Surrealism IRL: Adventures in Experiential AI
Tapping into the growing audience appetite for hyperrealism in physical environments as well as online, several installations offered significant spatial inspiration by fusing virtual, AI-fuelled dreamscapes and surrealistic iconography with the tactile frisson of physical environments.
Making Placemaking Feel Mutable: Barcelona-based Argentinian digital artist Andrés Reisinger brought his Take Over series (AI-fuelled artworks reimagining the historical architecture of various capital cities in fluffy, colour-saturated and even hairy surrealistic forms) to the streets of Miami.
Conceived to “transcend mere visuality and become a confrontation” – according to Reisinger – it involved the draping of a voluminous pink sheet over a building in the Miami Design District and resembled a contemporised version of the site-specific supersized works of the late iconic Bulgarian artist Christo.
Heritage Remixed
Heritage matters: rounding off a year of luxury brands flaunting their heritage credentials via opulent travelling exhibitions, Swiss fine jeweller/ watchmaker Cartier unleashed its roaming self-homage.
Enlivening Legacy: Cartier unveiled Time Unlimited (commenced in Hong Kong in 2022), which, echoing Gucci’s collaboration with star British scenographer Es Devlin, was designed by Perron-Roettinger (US) – renowned for work on live stadium shows for megastars, including Rihanna, as well as (latterly) furniture and interior projects.
Kidulting & The Liberation of Play
Homing in on the power of play, including the allure of nostalgia in new formats and the evolved notion of kidulting (childlike, now often encompassing mindfulness-inducing activities for adults), several brands backed inspirational playscapes and/or campaigns with an overtly liberating sense of playfulness.
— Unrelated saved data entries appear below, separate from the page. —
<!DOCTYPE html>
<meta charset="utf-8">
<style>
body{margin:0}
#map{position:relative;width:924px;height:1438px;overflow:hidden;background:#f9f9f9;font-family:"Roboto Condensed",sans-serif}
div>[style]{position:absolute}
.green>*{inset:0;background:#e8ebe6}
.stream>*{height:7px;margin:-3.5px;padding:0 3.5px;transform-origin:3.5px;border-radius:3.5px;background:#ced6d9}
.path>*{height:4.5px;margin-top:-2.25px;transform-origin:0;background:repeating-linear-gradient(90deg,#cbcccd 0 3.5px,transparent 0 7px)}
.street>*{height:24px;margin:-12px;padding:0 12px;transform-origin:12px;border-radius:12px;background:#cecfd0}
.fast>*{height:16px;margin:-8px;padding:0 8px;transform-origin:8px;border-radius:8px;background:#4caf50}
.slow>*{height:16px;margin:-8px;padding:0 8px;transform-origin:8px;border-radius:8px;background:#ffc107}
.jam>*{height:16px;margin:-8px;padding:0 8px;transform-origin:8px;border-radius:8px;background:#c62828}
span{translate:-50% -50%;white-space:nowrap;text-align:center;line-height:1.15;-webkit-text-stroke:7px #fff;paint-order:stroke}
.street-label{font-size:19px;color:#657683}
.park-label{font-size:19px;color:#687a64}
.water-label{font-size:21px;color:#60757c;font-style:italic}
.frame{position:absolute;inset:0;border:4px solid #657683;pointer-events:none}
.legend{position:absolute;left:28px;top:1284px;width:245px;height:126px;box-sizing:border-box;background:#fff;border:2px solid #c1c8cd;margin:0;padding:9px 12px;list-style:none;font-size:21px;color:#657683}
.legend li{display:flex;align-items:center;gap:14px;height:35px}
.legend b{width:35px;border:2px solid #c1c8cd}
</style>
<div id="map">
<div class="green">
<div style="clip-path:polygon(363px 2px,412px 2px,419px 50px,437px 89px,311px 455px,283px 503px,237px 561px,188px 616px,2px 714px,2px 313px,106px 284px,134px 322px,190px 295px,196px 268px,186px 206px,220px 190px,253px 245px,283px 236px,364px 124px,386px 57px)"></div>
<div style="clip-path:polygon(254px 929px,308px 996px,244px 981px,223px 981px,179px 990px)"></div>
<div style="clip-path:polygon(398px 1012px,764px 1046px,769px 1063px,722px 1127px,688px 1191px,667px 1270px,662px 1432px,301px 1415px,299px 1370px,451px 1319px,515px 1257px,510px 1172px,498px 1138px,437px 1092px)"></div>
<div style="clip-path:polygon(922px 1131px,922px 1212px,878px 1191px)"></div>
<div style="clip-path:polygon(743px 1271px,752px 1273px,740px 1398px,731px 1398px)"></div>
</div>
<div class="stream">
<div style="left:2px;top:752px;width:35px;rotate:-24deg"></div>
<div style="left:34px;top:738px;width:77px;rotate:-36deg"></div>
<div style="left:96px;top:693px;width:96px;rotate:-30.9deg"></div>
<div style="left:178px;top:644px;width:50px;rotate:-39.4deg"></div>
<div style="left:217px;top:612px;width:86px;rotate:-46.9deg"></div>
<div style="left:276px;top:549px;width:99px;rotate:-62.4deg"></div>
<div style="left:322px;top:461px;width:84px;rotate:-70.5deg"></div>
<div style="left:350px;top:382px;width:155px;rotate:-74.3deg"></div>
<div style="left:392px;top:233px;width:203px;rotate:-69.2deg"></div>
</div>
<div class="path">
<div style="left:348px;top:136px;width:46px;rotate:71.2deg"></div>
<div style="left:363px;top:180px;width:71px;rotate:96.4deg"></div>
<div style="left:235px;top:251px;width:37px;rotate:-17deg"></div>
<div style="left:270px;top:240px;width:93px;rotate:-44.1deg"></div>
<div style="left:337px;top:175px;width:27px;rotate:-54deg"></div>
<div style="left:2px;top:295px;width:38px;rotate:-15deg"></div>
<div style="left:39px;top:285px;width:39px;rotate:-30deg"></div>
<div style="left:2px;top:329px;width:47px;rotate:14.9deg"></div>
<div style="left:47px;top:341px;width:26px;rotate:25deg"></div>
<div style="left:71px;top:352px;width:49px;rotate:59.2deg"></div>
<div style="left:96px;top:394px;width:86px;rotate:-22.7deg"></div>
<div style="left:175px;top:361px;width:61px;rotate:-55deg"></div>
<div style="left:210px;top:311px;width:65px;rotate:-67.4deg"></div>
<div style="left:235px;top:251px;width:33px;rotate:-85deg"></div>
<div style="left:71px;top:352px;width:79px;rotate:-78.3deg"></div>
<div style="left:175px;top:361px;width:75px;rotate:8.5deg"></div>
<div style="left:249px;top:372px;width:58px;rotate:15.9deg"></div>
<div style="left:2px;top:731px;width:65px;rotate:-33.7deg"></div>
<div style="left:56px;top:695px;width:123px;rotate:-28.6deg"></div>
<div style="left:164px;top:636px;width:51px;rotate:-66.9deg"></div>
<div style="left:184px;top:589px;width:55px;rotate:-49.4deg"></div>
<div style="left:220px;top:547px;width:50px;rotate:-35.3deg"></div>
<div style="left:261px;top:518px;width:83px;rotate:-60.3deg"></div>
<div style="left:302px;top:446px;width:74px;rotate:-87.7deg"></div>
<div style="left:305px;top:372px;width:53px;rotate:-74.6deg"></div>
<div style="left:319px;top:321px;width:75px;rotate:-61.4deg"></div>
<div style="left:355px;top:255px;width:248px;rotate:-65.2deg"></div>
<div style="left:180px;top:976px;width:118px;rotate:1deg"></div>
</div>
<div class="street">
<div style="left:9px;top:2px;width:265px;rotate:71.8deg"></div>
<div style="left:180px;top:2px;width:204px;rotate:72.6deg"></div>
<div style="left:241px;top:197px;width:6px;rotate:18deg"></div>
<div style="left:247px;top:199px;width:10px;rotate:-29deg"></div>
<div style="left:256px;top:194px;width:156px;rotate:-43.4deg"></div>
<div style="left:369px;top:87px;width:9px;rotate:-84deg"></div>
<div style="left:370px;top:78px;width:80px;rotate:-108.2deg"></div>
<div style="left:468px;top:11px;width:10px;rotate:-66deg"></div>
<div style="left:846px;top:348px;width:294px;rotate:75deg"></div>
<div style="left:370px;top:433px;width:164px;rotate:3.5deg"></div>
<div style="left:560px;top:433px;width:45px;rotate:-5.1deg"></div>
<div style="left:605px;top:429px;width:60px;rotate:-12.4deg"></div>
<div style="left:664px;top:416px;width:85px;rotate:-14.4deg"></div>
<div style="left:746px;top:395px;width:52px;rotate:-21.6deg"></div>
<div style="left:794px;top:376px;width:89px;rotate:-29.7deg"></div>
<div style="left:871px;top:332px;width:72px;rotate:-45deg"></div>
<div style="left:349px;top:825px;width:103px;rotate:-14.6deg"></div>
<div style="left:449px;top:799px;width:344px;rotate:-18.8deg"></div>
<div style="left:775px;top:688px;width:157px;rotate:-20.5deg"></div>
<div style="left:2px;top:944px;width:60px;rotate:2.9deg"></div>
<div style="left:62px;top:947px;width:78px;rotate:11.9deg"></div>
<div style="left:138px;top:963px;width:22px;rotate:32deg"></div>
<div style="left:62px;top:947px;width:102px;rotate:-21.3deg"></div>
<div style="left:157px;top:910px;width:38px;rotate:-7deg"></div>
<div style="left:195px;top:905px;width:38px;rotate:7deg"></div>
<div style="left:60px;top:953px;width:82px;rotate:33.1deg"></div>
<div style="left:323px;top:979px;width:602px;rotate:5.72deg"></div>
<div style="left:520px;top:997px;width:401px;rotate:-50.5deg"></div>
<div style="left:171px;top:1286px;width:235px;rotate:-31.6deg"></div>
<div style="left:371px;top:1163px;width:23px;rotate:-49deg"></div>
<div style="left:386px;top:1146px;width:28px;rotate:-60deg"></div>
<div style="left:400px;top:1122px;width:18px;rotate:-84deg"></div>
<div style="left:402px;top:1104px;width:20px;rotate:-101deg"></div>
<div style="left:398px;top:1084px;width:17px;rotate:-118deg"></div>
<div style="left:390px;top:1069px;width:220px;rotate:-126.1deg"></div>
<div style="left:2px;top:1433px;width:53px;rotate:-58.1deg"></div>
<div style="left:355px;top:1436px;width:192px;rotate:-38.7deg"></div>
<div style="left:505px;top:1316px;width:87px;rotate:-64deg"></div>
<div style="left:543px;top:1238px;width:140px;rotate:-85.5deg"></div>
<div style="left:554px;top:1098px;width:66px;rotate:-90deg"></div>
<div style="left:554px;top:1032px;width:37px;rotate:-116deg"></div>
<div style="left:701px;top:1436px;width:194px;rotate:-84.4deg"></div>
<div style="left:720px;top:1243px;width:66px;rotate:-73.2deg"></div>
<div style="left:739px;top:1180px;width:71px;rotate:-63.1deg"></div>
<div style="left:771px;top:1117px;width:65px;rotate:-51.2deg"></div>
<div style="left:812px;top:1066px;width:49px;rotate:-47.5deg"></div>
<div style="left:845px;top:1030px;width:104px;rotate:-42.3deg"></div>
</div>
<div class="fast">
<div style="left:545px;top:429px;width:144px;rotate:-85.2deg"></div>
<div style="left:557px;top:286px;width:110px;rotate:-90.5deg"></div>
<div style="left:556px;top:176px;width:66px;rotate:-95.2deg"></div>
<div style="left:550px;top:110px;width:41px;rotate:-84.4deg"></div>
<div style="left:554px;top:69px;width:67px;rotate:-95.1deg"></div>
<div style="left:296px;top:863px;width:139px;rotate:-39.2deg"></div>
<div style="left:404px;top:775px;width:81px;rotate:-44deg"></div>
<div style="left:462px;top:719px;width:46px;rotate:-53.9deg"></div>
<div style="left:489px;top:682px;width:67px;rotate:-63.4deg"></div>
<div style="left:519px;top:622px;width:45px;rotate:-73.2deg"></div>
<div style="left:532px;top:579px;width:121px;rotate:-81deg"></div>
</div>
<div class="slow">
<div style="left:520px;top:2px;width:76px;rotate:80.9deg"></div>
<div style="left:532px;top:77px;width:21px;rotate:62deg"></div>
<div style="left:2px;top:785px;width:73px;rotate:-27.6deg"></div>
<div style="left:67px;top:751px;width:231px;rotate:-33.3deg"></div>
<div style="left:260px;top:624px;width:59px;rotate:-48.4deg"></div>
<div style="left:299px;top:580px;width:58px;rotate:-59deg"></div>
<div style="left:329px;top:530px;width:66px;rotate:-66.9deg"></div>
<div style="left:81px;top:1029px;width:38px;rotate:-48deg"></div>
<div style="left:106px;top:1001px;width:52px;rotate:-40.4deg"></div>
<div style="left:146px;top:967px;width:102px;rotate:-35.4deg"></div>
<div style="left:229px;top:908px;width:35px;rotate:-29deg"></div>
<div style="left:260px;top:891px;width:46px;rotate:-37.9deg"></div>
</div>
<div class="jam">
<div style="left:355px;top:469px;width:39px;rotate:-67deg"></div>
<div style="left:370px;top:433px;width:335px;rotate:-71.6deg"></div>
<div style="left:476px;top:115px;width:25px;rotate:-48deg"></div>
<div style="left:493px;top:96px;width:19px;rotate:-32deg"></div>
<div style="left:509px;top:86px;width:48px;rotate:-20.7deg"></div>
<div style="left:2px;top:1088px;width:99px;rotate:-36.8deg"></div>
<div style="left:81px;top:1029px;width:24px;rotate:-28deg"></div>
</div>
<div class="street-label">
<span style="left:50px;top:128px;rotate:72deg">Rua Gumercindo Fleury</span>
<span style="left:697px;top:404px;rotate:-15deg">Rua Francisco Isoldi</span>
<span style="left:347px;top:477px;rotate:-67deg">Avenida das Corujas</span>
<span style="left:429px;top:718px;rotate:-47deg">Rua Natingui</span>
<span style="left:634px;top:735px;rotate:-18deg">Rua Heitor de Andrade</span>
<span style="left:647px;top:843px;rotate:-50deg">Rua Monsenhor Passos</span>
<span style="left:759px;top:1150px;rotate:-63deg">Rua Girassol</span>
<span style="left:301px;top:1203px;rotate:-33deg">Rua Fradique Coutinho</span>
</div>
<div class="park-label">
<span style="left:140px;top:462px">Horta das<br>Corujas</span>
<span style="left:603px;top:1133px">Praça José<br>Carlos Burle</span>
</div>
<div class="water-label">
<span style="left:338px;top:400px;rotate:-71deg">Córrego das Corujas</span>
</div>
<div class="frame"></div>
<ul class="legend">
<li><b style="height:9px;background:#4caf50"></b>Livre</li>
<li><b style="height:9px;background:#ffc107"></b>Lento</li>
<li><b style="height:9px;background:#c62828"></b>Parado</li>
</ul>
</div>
Embracing cultural diversity underscored more than one.
Nostalgia in Tantalising Technicolour Redefines Luxury Codes: Culturally diversifying its collaborator portfolio for 2023, Porsche partnered with Brooklyn-based Haitian illustrator Lyne Lucien on a series of artworks featuring iconic Porsches, with titles including the Dollworld Diaries and Garden Safari, grounded in the surrealistic, fantastical memories of the artist’s childhood. The artist commented on Instagram: “OFC, I made them blackity black black […] it was a real opportunity to disrupt how we’ve been defining luxury.”
Key Learnings
Creatively Recast Eco
Recast sustainability through the innovation-led desirability lens, inspiring your audiences with a focus on future- proofing, but keep a keen eye on aesthetic and sensorial pleasure. Two of the most revered initiatives were Lexus’s partnership with Marjan van Aubel (uniting art, green tech and multisensory delight in a breathtaking set piece) and digital couture house Syky’s biomaterials- inspired mintable art.
Harness Hyper- Surrealism IRL
Generative-AI-invoked surrealistic worlds are busting through the confines of digital platforms and entering the real world, as epitomised by Andrés Reisinger, the overlord of wondrous digital décor and architecture, going fully physical. Reflect audiences’ growing affinity with blended realities in your physical spaces, but note the power of designs with almost imperceptible parameters: weirder isn’t always the most wonderful.
Cater for Archive/ Asset Culture Connoisseurship
While occupying very different cultural spaces, both the Cartier exhibition and The Art of Hip Hop deliver strongly on the consumer/fan appetite for experiencing archive products and material made relevant to contemporary culture.
Call Out to Kidults
The allure of nostalgia in new formats crystallised in 2023, from the Barbie movie phenomenon to Mattel’s Creations (its special division where innovative creatives reimagine classic models) becoming one of its most popular sub-brands. Coupled with the adult desire to participate in childlike activities to de-stress, expect activations rooted in the power of play to reap serious wins in 2024.